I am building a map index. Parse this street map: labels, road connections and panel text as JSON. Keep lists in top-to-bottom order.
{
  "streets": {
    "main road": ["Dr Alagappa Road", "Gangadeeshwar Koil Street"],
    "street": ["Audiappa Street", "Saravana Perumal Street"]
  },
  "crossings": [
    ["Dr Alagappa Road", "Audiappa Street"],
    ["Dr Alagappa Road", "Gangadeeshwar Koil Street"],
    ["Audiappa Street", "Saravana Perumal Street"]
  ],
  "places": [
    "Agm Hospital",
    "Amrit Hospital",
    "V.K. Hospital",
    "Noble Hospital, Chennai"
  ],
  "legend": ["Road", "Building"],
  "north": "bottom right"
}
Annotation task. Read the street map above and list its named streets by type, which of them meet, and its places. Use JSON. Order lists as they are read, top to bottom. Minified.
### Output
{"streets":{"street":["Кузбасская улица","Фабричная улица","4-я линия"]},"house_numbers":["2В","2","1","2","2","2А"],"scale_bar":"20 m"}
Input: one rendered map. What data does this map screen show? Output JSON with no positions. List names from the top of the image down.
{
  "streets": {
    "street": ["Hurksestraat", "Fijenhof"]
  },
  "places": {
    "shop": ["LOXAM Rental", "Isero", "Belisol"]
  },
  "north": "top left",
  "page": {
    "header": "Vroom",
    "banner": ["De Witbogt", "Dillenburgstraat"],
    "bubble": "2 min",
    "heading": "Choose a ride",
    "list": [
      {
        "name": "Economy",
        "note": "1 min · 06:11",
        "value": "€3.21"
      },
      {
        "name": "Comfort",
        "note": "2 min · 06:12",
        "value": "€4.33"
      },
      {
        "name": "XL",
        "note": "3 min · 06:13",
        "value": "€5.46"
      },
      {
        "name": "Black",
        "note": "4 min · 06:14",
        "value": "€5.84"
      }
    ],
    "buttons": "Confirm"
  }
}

────────

## What you are asked to do
All the lines above are to be copied exactly, with none left out.

## Your response
I am building a map index. Parse this street map: labels, road connections and panel text as JSON. Keep lists in top-to-bottom order.
{
  "streets": {
    "main road": ["Dr Alagappa Road", "Gangadeeshwar Koil Street"],
    "street": ["Audiappa Street", "Saravana Perumal Street"]
  },
  "crossings": [
    ["Dr Alagappa Road", "Audiappa Street"],
    ["Dr Alagappa Road", "Gangadeeshwar Koil Street"],
    ["Audiappa Street", "Saravana Perumal Street"]
  ],
  "places": [
    "Agm Hospital",
    "Amrit Hospital",
    "V.K. Hospital",
    "Noble Hospital, Chennai"
  ],
  "legend": ["Road", "Building"],
  "north": "bottom right"
}
Annotation task. Read the street map above and list its named streets by type, which of them meet, and its places. Use JSON. Order lists as they are read, top to bottom. Minified.
### Output
{"streets":{"street":["Кузбасская улица","Фабричная улица","4-я линия"]},"house_numbers":["2В","2","1","2","2","2А"],"scale_bar":"20 m"}
Input: one rendered map. What data does this map screen show? Output JSON with no positions. List names from the top of the image down.
{
  "streets": {
    "street": ["Hurksestraat", "Fijenhof"]
  },
  "places": {
    "shop": ["LOXAM Rental", "Isero", "Belisol"]
  },
  "north": "top left",
  "page": {
    "header": "Vroom",
    "banner": ["De Witbogt", "Dillenburgstraat"],
    "bubble": "2 min",
    "heading": "Choose a ride",
    "list": [
      {
        "name": "Economy",
        "note": "1 min · 06:11",
        "value": "€3.21"
      },
      {
        "name": "Comfort",
        "note": "2 min · 06:12",
        "value": "€4.33"
      },
      {
        "name": "XL",
        "note": "3 min · 06:13",
        "value": "€5.46"
      },
      {
        "name": "Black",
        "note": "4 min · 06:14",
        "value": "€5.84"
      }
    ],
    "buttons": "Confirm"
  }
}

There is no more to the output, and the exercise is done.